Who is bamboozlin­g who? Prime Minister John Key may or may not be knocking down a straw man over the claim that the Government Communicat­ions Security Bureau conducted mass surveillan­ce on New Zealanders.

Till we see the leaked documents at the centre of claims by Pulitzer Prize winning journalist Glenn Greenwald that New Zealanders were misled by the Government over mass surveillan­ce we can’t know for sure whether he and Key are even talking about the same thing.

But for now Key is utterly convinced he knows what Greenwald has and is busily rubbishing him as ‘‘Dotcom’s little henchman’’.

Some of Key’s ministers have gone even further, accusing Greenwald of half baked conspiracy theories and being part of a left wing plot. That is stronger rhetoric than most other foreign leaders have adopted over the explosive revelation­s from Greenwald and former defence contractor Edward Snowden.

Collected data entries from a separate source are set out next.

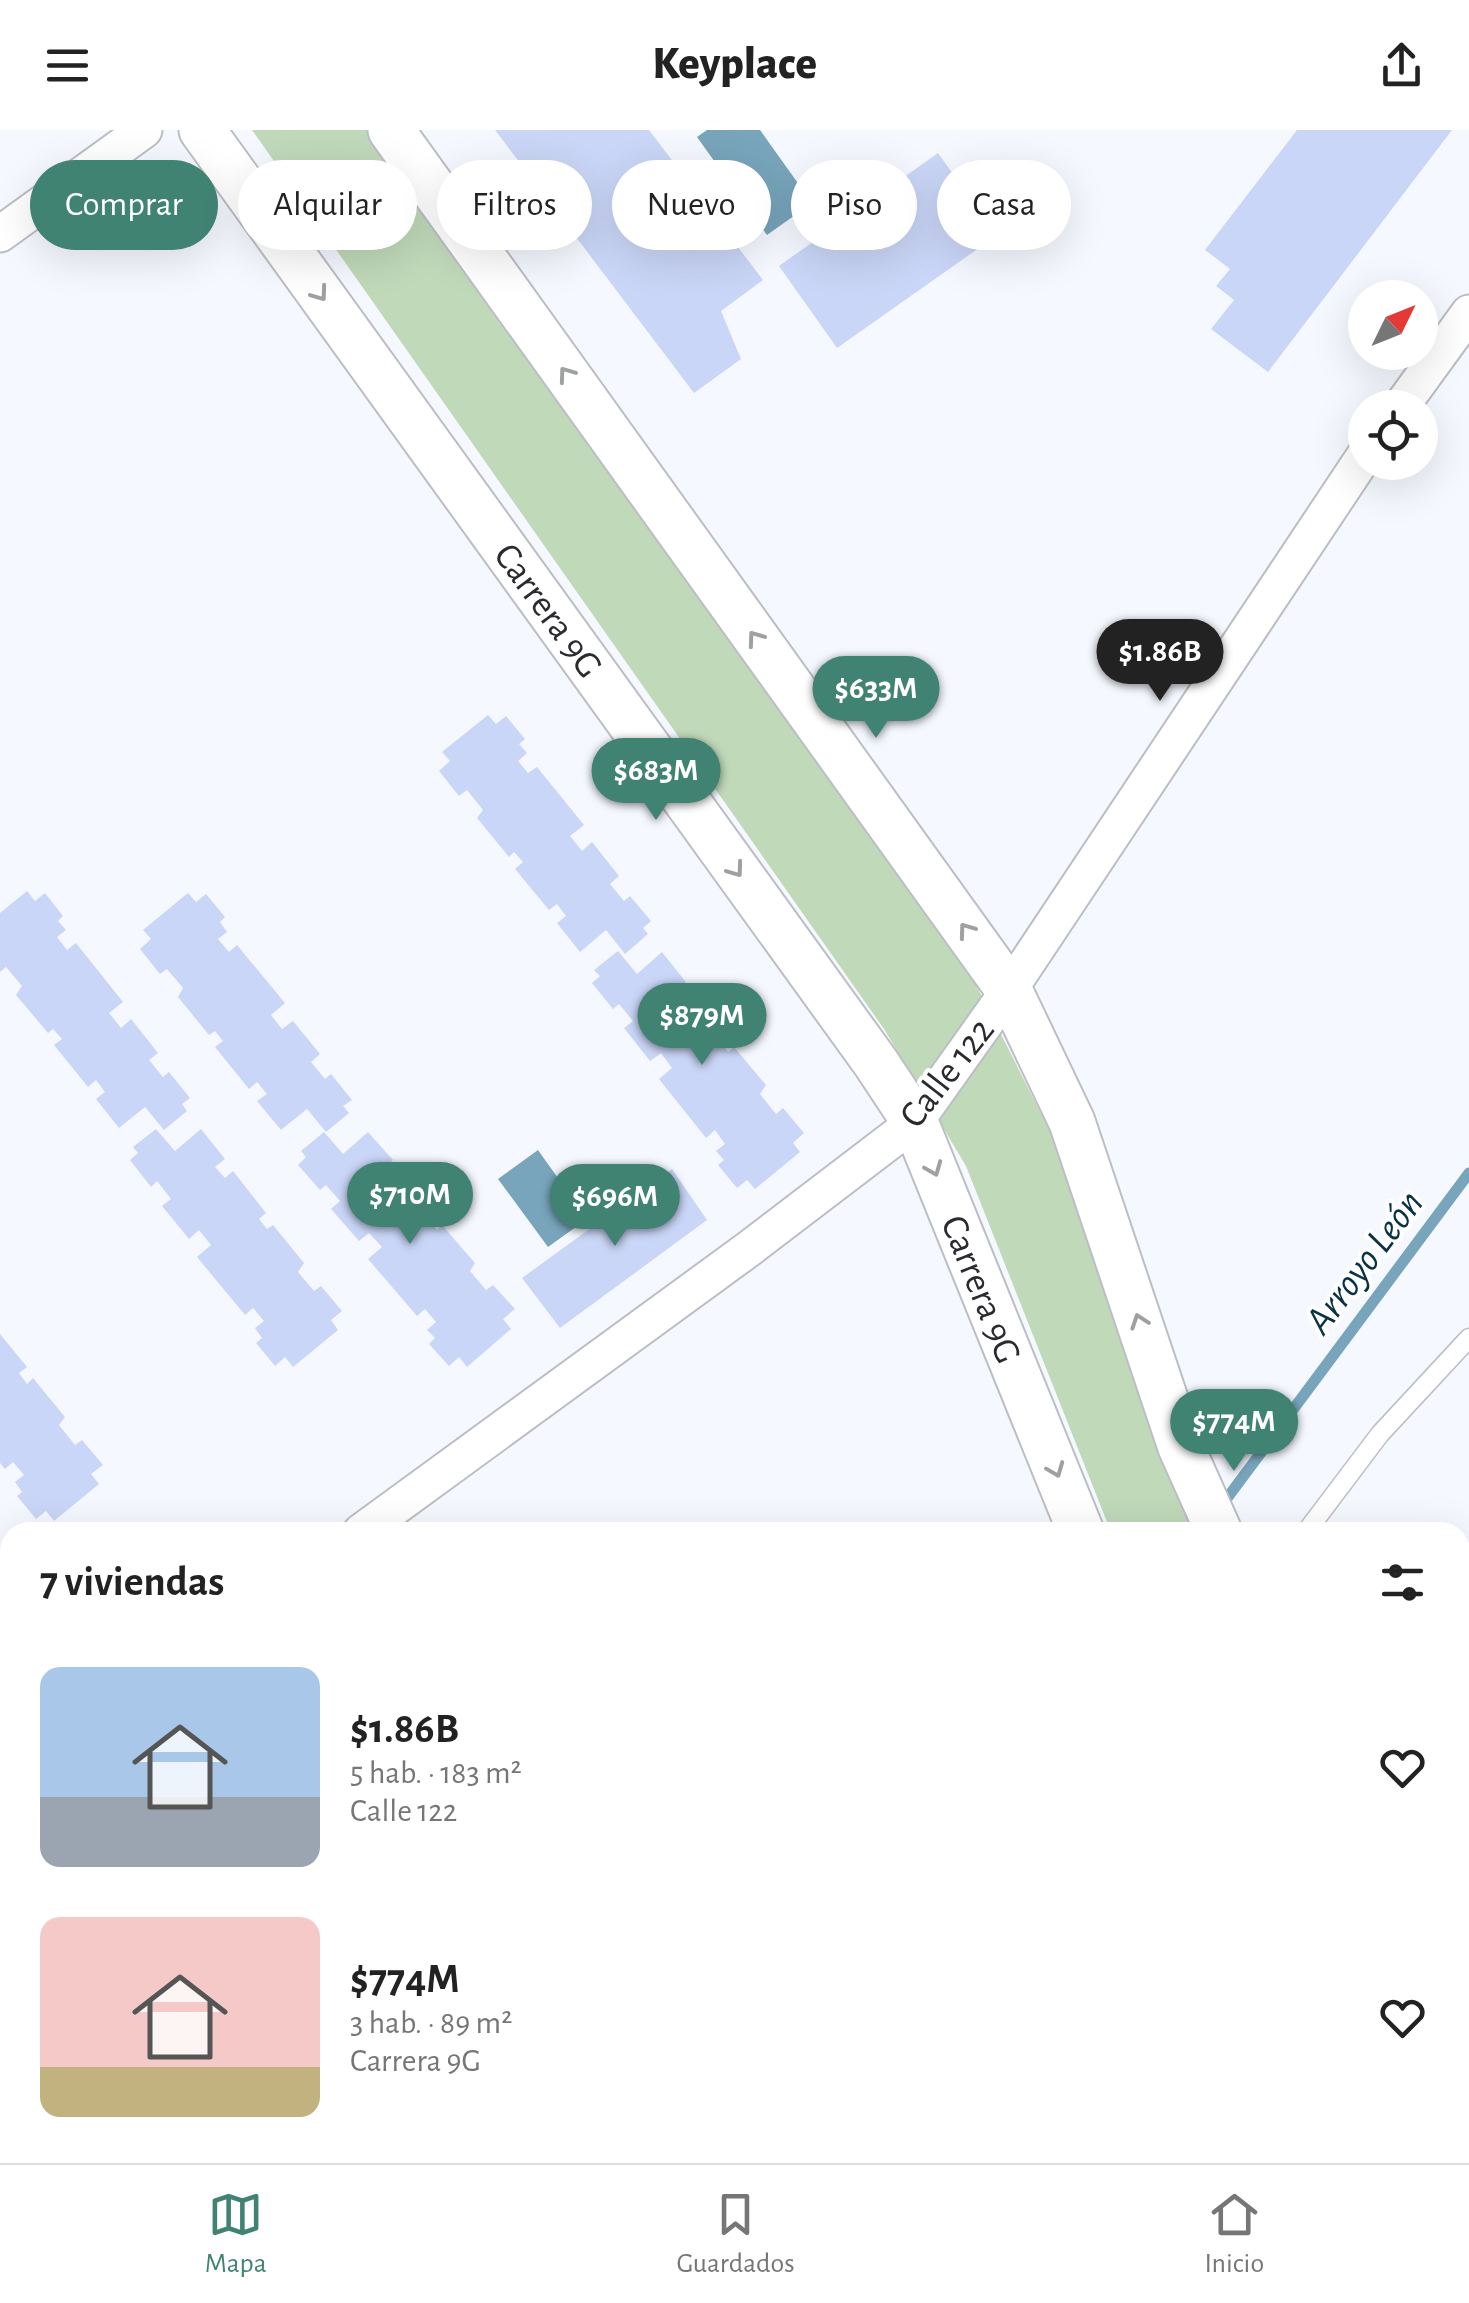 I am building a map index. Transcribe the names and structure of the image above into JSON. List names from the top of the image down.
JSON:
{
  "streets": {
    "street": ["Carrera 9G", "Calle 122"]
  },
  "crossings": [
    ["Carrera 9G", "Calle 122"]
  ],
  "water": ["Arroyo León"],
  "north": "top right",
  "page": {
    "header": "Keyplace",
    "chip": [
      "Comprar",
      "Alquilar",
      "Filtros",
      "Nuevo",
      "Piso",
      "Casa"
    ],
    "price": [
      "$1.86B",
      "$633M",
      "$683M",
      "$879M",
      "$710M",
      "$696M",
      "$774M"
    ],
    "heading": "7 viviendas",
    "list": [
      {
        "name": "$1.86B",
        "note": "5 hab. · 183 m² · Calle 122"
      },
      {
        "name": "$774M",
        "note": "3 hab. · 89 m² · Carrera 9G"
      }
    ],
    "tabs": ["Mapa", "Guardados", "Inicio"]
  }
}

But what Key has so far failed to address is his Government’s failure to front up a year ago to the fact the GCSB was considerin­g tools that would enable it to expand its surveillan­ce activities at the time the country was embroiled in a debate about the extent of its powers. Key now says that the business case never flew and he put a stop to it.

He stands by his repeated assurances that the GCSB has never been engaged in mass surveillan­ce on New Zealanders and says he junked the business case for wider powers because he was worried that they were too invasive.

But what seems clear from Key’s comments is that at very the time the GCSB was embroiled in allegation­s it had spied illegally on Kiwis for years, it viewed the law change clarifying its powers as an opportunit­y to enhance those powers, rather than curb them.

It’s been left to Greenwald to shed more light on that discussion than anything the prime minister or any of his ministers bothered to provide to New Zealanders at the time.

The timing of Greenwald’s trip down under five days out from an election may be cynical - but it can hardly be argued that it is not also in the public interest.

Greenwald’s other likely revelation­s about the extent to which New Zealand has been spying on its neighbours, both friendly and hostile, are likely to be drowned out. The fallout from those revelation­s is unlikely to harm National’s election chances. The last Labour government is likely to be just as complicit as National in such activities. But the diplomatic implicatio­ns could be far reaching. Key’s response will have to be more nuanced than to label Greenwald ‘‘Dotcom’s little henchman’’.